Effort routing unexpectedly enabled or silent

Effort routing (model-routing) passes --model flags. If your provider ignores or rejects them, disable:

executor: effort_routing: enabled: false model_routing: enabled: false

OpenAI-Compatible Direct Backend

Use type: "openai-api" to drive Pilot with any provider that exposes an OpenAI-compatible /v1/chat/completions endpoint — without a CLI wrapper.

Shipped in v2.105.0 (GH-2382 ). Use this backend when you want direct HTTP control (no claude/qwen CLI installed) or when your provider speaks OpenAI wire format but not Anthropic format.
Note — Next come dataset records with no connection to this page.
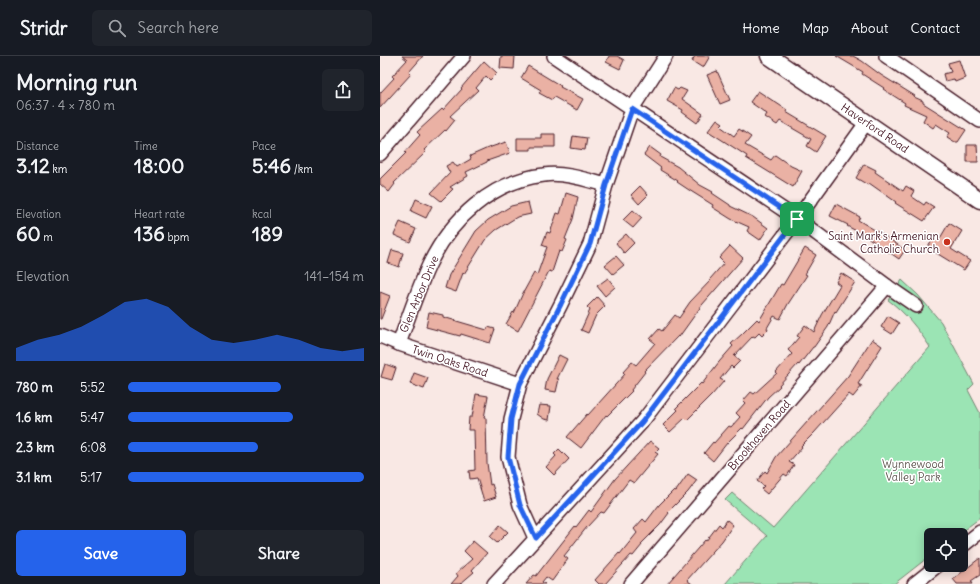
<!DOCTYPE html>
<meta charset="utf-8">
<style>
:root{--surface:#171b24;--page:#20242c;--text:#f1f3f6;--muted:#9ea1a6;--line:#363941;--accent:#2563eb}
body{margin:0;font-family:Delius,sans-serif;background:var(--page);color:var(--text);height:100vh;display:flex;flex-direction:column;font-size:15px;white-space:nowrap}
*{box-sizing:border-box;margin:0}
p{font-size:13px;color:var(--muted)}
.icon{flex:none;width:22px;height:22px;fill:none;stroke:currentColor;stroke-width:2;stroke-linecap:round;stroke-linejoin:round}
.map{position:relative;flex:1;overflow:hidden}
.details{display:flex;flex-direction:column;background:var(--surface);width:380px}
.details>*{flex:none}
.tools{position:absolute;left:544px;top:472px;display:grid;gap:8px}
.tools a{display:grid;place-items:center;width:44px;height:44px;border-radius:6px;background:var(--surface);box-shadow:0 2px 10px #0003;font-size:20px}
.pin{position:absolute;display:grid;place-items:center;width:34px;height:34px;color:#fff;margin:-17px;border-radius:8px;box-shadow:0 2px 6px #0006}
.round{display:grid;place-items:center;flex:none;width:42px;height:42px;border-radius:6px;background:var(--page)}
.head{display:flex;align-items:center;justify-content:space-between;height:68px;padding:0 16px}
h1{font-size:22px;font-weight:700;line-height:30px}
.stats{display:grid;grid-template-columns:repeat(3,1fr);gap:6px;height:68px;padding:4px 16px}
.stats div{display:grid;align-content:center}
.stats b{font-size:20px;font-weight:700}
.stats small{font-size:11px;font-weight:400}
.stats p{font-size:11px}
.chart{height:112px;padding:8px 16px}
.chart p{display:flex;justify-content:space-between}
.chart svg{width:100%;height:72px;margin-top:4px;fill:var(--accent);opacity:.7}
.button{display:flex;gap:8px;margin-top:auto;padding:8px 16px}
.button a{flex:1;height:46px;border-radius:6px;background:var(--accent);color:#fff;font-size:16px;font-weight:700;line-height:46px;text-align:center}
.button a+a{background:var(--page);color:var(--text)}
ul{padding:0 16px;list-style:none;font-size:13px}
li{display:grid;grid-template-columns:64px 48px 1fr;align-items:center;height:30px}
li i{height:10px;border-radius:5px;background:var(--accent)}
header{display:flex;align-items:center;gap:24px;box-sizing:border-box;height:56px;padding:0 20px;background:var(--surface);border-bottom:1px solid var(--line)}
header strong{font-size:19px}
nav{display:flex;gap:22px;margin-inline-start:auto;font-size:14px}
.search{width:280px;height:36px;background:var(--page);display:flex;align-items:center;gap:10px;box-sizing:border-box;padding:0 14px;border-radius:6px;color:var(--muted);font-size:15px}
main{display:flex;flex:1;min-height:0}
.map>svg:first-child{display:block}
</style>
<header>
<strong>Stridr</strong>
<div class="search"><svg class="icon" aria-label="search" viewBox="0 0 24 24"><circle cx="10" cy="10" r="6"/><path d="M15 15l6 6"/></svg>Search here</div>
<nav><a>Home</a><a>Map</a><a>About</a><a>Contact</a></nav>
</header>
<main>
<section class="details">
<div class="head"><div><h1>Morning run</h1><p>06:37 · 4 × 780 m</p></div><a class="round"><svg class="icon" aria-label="share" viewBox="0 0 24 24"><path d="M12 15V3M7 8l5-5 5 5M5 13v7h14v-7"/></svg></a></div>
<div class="stats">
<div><p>Distance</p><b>3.12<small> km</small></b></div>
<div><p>Time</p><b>18:00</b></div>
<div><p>Pace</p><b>5:46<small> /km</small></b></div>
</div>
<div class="stats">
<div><p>Elevation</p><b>60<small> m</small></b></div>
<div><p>Heart rate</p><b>136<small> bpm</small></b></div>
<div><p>kcal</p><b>189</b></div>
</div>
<div class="chart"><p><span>Elevation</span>141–154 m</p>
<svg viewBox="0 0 160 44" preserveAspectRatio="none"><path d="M0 44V36L10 31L20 28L30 23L40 16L50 8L60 6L70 11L80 23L90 31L100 33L110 31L120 28L130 31L140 36L150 38L160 36V44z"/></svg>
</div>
<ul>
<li><b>780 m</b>5:52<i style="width:65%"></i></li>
<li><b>1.6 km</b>5:47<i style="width:70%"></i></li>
<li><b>2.3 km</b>6:08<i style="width:55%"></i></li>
<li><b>3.1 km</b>5:17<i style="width:100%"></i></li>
</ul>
<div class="button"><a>Save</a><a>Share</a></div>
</section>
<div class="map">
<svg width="600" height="528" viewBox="0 0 600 528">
<rect width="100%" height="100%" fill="#f9e8e4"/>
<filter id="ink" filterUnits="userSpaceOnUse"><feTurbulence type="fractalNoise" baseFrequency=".025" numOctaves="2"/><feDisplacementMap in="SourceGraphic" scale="8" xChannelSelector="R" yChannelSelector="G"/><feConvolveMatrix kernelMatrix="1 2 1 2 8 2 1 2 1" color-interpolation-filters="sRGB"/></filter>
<g filter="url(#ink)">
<!-- green -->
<path fill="#9be4b4" stroke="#728270" d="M522,224L538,239L561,266L594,328L588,334L600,357V462L577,479H551V499L514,528H345L387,480L345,444L352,437L393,472L550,291C538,273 525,256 508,244Z"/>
<!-- building -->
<g fill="#eab1a4" stroke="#4a1f2b">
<polygon points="22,0 43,0 29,16 31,18 0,52 0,37 14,22 12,20 27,4"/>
<polygon points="121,0 135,0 134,13 120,12"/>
<polygon points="229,0 237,0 244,4 240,13 226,6"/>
<polygon points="315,0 330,0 323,12 312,5"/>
<polygon points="456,0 473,0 482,5 501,19 535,40 534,41 543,45 543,47 586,74 578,86 575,86 567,81 570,77 556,68 553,72 543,65 546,59 524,49 525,47 503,33 504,32 482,18 483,16"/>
<polygon points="579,4 585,22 575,26 574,23 565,25 563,18 571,16 568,7"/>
<polygon points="104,5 117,17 110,24 106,20 96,32 98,34 70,60 75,64 66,75 65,74 44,94 46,96 14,127 15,128 9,136 0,128 0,123 26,97 25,96 40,79 37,76 62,53 63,54 82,33 81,32"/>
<polygon points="148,10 181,30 180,31 203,43 197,54 174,41 172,44 159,37 161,34 141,22"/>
<polygon points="337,15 350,44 340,48 327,19"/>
<polygon points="294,32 298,34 300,32 307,35 302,43 323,58 317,67 302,56 303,54 287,45"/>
<polygon points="378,35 407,54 406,56 446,80 436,96 427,90 431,83 400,65 397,69 385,61 387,58 370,46"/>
<polygon points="337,63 343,67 340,70 354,80 359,73 371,81 365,89 391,104 395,99 411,110 422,115 413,131 366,102 367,100 328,75"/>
<polygon points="161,78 175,78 175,91 151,91 151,94 137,94 137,82 161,82"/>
<polygon points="193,80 207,82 205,94 191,92"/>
<polygon points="126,86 130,97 107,105 107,106 86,116 88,120 70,131 73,133 61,145 51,137 70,117 66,110 73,106 77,111 91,103 90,100 108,92"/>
<polygon points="587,89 597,89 598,106 587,106"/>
<polygon points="270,91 281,99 280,101 298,111 320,129 333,136 332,137 350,149 350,150 373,161 388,172 380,184 367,175 369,171 351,163 332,151 333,149 309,134 297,126 298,125 280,114 281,112 264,99"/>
<polygon points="484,108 496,114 495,116 523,135 526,130 534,135 531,140 544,149 546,146 554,151 544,165 515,147 516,146 489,127 488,129 476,122"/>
<polygon points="260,130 268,139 259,148 251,139"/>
<polygon points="186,137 198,141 193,163 185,183 187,184 182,196 179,195 172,216 169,215 138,275 126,268 133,256 134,257 143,237 154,217 157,219 167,191 162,189 167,176 170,177 177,157 180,158"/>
<polygon points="36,143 52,150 46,162 31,155"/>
<polygon points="148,146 151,158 137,161 116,174 105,184 84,218 83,217 76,236 65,232 69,219 96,175 108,164 131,150"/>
<polygon points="456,148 480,161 478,164 508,182 525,194 519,203 480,176 480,177 467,170 468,169 450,160"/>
<polygon points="253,154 262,162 253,172 243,164"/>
<polygon points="20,166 36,173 30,186 14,179"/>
<polygon points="569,167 582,175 571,193 590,205 584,214 553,195 554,194 548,190 554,181 559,184"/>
<polygon points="246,178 254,187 244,197 236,187"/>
<polygon points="350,190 363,202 322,249 299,281 298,280 264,315 265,316 251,334 252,335 227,360 226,359 201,392 187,381 207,358 208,359 245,318 243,316 252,306 256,309 275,287 270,283 279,273 282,275 295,259 299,262 310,246 331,224 330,223 344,207 339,202"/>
<polygon points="425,192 436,199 425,218 427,219 408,248 400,263 394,260 387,272 388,274 382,280 379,277 375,281 373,280 354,300 360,305 353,312 351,310 340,323 344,325 332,339 307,364 305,362 290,376 283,369 298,354 296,352 321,327 322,328 339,306 353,290 351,288 362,278 377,263 379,265 401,228 403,229"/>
<polygon points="12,194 23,197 19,211 8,207"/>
<polygon points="236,200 244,209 233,218 225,209"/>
<polygon points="461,217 475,226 456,256 455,255 448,271 434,291 433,291 419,309 418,308 399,329 400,330 388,341 363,373 362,372 347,387 333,405 324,397 333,386 334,387 349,370 351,371 360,361 356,357 365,347 363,345 371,336 374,338 397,317 396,316 412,298 408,294 419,281 417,280 425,269 434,276 442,259 460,229 456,226"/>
<polygon points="228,222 235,231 225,240 217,230"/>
<polygon points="0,236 10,240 1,263 0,263"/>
<polygon points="217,241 225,250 216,259 208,277 201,274 210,254 207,251"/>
<polygon points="49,256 63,259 63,261 107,274 108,271 115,273 110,287 81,278 80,280 46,271"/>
<polygon points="508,260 519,267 512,278 501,271"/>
<polygon points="492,283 502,290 478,328 482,330 473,341 469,338 434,377 421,390 422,391 409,406 414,409 407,420 404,418 387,438 381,433 384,430 377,425 385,415 387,417 396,401 468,320"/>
<polygon points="179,299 187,303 177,323 179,323 176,336 165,334 167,323"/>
<polygon points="5,308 16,312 12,324 1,321"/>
<polygon points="34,317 48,322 44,333 30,328"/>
<polygon points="96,338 108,340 104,362 106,362 107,407 110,429 112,428 116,441 104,445 97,422 90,423 89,415 95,414 94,374 88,374 89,361 92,361"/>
<polygon points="159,349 171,350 169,364 164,363 157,358"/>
<polygon points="270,385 279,392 275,396 278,398 254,427 249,424 224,457 221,456 207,471 184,500 188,503 172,525 166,521 162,526 165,528 146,528 154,519 156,520 195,470 196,471 209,454 211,456 235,423"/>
<polygon points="179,393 189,403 174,419 166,411 176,400 174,398"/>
<polygon points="308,418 317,424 308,436 288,456 289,457 280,469 261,488 262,489 253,500 251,499 225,528 219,528 215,524 239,497 240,498 257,477 254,473 263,463 266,466 279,449 294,434 296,435"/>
<polygon points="347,464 353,469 342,485 307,524 312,528 287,528 312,499 325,484 326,485 339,468 342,471"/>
<polygon points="120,469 128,476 117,487 110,481"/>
<polygon points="93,485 107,497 92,514 94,516 80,528 71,528 78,520 76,517 92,503 84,495"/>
<polygon points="600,502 600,519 591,525 593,528 577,528 573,523"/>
</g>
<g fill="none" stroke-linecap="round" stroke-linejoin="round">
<!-- minor casing -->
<g stroke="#4a1f2b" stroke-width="16">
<g id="minor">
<polyline points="174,0 417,163 507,230 536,250"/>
<polyline points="506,0 600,65"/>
<polyline points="0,98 84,0"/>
<polyline points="0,280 19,288 140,328"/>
<path d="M19,288C28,262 38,233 49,209C71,163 112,125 164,119C184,116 207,124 226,129"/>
<polyline points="155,482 140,449 128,401 131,363 140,328 181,248 210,188 226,129 252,53 286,0"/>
<polyline points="581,491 600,476"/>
<polyline points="114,528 262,366 417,163 486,67"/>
<polyline points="251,528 507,230"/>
<polyline points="534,528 558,509"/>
</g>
</g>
<!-- major casing -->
<g stroke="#4a1f2b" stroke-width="19">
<polyline id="major" points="389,0 600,144"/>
</g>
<!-- minor -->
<use href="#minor" stroke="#fff" stroke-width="13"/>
<!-- major -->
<use href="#major" stroke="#fff" stroke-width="16"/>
</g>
</g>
<g fill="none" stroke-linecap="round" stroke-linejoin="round" filter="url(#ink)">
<!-- route casing -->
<g stroke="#fff" stroke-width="8">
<polygon id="route" points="252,53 417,163 262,366 156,482 140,449 128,401 131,363 140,328 181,248 210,188 226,129"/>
</g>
<!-- route -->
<use href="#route" stroke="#2563eb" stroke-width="5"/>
</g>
<!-- markers -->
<circle fill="#c8321e" stroke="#fff" stroke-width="1.5" cx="567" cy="186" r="4"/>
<g text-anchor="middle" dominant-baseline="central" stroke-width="3" stroke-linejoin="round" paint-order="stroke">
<!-- street labels -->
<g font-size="11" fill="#4a1f2b" stroke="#fff">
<text transform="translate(495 72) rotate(34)">Haverford Road</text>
<text transform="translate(39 238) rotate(-67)">Glen Arbor Drive</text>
<text transform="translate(70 305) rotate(18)">Twin Oaks Road</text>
<text transform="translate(379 379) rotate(-49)">Brookhaven Road</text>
</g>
<!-- poi labels -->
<g font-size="11" fill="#4a1f2b" stroke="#fff" text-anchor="end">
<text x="559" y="180">Saint Mark's Armenian<tspan x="559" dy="13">Catholic Church</tspan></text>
</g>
<!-- park labels -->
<g font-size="11" fill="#625a54" stroke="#fff">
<text x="533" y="408">Wynnewood<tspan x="533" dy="13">Valley Park</tspan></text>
</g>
</g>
</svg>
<div class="tools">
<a><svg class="icon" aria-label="locate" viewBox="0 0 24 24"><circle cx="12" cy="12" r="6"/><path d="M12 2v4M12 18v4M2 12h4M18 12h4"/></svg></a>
</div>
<div class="pin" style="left:417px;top:163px;background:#1e9e55"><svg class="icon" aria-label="arrive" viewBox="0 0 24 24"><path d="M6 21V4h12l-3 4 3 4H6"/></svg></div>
</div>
</main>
When to use openai-api vs claude-code with api_base_url

ScenarioRecommended
Provider speaks Anthropic format (Z.AI GLM, LiteLLM)claude-code + api_base_url
Provider speaks OpenAI format (OpenRouter, Groq, Together, Synthetic, vLLM, Ollama)openai-api
No CLI installed, pure API accessopenai-api or anthropic-api

Configuration Examples

OpenAI

executor: type: "openai-api" openai: api_key: "${OPENAI_API_KEY}" base_url: "https://api.openai.com/v1" # default, can omit model: "gpt-4o" # default, can omit

Synthetic (Kimi-K2)

executor: type: "openai-api" openai: api_key: "${SYNTHETIC_API_KEY}" base_url: "https://api.synthetic.new/v1" model: "hf:moonshotai/Kimi-K2-Instruct"

OpenRouter

executor: type: "openai-api" openai: api_key: "${OPENROUTER_API_KEY}" base_url: "https://openrouter.ai/api/v1" model: "anthropic/claude-sonnet-4"

Groq

executor: type: "openai-api" openai: api_key: "${GROQ_API_KEY}" base_url: "https://api.groq.com/openai/v1" model: "llama-3.1-70b-versatile"

Together AI

executor: type: "openai-api" openai: api_key: "${TOGETHER_API_KEY}" base_url: "https://api.together.xyz/v1" model: "meta-llama/Meta-Llama-3.1-70B-Instruct-Turbo"

Local vLLM or Ollama

executor: type: "openai-api" openai: api_key: "no-key" # Ollama/vLLM typically ignore this base_url: "http://localhost:11434/v1" model: "llama3"

Caveats

  • No prompt caching — OpenAI’s API doesn’t expose a compatible cache-pass-through interface. Cache token fields in the execution report are always 0.
  • No thinking/reasoning budget — The thinking field is Anthropic-specific and is not sent.
  • Fixed tool set — Only bash, read_file, write_file, and edit_file tools are available (same as the anthropic-api backend). MCP servers and Claude Code’s extended toolbox are not loaded.
  • Model names — Use the provider’s naming convention (e.g. anthropic/claude-sonnet-4 on OpenRouter, not claude-sonnet-4).

Verification

export OPENAI_API_KEY=sk-... pilot task "Add a docstring to main.go" --verbose

Look for OpenAI-compatible API backend initialized in the log output and confirm the Model: line in the execution report shows your configured model.